*The Revenge of Geography*

The author is Robert D. Kaplan and the subtitle is What the Map Tells Us About Coming Conflicts and the Battle Against Fate.  I thought it was an excellent and also highly readable book, though without agreeing with every claim or the rather relentless method.  Here is one excerpt:

China’s solution has been notably aggressive.  This may be somewhat surprising: for in many circumstances, it can be argued that naval power is more benign than land power.  The limiting factor of navies is that despite all of their precision-guided weapons, they cannot by themselves occupy significant territory, and thus it is said are no menace to liberty.  Navies have multiple purposes beyond fighting, such as the protection of commerce.  Sea power suits those nations intolerant of heavy casualties in fighting on land.  China, which in the twenty-first century will project hard power primarily through its navy, should, therefore, be benevolent in the way of other maritime nations and empires in history, such as Venice, Great Britain, and the United States; that is, it should be concerned mainly with the free movement of trade and the preservation of a peaceful maritime system.  But China has not reached that stage of self-confidence yet.  When it comes to the sea, it still thinks territorially, like an insecure land power, trying to expand in concentric circles in a manner suggested by Spykman.

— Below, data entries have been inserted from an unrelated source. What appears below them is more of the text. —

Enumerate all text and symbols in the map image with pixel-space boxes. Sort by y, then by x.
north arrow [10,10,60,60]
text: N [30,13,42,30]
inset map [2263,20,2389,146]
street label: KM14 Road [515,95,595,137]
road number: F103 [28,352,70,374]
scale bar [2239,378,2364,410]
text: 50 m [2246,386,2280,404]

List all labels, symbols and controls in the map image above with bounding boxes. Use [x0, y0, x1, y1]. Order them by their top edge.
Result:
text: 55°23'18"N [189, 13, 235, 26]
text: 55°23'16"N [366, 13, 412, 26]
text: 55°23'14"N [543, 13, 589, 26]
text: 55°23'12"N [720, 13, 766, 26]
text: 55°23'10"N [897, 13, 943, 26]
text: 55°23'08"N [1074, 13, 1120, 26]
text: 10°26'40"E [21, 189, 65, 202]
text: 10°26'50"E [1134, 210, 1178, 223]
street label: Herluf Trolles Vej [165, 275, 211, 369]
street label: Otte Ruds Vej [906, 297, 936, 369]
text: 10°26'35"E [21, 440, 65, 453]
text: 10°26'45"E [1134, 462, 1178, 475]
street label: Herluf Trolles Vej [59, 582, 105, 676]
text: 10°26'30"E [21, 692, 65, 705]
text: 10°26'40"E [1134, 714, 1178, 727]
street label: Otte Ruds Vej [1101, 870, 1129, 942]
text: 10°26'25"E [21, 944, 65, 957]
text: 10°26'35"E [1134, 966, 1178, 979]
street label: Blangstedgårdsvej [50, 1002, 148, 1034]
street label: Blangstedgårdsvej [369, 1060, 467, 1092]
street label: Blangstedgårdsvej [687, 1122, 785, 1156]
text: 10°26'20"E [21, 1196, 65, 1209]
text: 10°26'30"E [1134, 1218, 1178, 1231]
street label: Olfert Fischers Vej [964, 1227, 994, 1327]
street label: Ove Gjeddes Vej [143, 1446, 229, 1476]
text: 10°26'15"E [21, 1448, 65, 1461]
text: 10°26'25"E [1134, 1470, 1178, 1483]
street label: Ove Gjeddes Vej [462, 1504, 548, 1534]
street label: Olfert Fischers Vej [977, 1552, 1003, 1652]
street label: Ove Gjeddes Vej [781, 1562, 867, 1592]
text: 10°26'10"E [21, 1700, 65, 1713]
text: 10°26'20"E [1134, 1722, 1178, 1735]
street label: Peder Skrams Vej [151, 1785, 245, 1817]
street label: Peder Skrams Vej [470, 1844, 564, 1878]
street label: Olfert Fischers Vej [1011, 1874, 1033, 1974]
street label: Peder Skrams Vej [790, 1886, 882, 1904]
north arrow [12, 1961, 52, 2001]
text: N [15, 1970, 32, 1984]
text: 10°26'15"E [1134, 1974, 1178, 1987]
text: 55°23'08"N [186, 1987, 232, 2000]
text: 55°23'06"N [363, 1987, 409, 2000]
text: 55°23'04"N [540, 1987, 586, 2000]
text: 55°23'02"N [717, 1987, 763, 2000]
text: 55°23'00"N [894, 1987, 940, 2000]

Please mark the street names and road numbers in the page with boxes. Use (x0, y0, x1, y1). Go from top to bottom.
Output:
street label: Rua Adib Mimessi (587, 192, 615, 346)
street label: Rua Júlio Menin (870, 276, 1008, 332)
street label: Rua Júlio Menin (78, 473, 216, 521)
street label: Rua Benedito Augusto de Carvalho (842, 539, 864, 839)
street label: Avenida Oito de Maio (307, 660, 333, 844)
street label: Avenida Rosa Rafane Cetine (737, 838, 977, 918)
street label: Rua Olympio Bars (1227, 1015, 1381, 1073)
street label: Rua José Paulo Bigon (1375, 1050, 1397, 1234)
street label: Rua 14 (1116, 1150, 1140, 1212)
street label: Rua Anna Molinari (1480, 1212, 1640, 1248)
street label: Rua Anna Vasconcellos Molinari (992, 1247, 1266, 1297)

Here is one of the book’s bottom lines:

There is an arms race going on, and it is occurring in Asia.  This is the world that awaits the United States when it completes its withdrawal from both Iraq and Afghanistan.

That point doesn’t get enough attention.  My favorite parts of the book were those about China, the South China Sea, India, Pakistan, and Afghanistan.  The sections on Turkey and the United States were less interesting.  Here is a good critical review of the book.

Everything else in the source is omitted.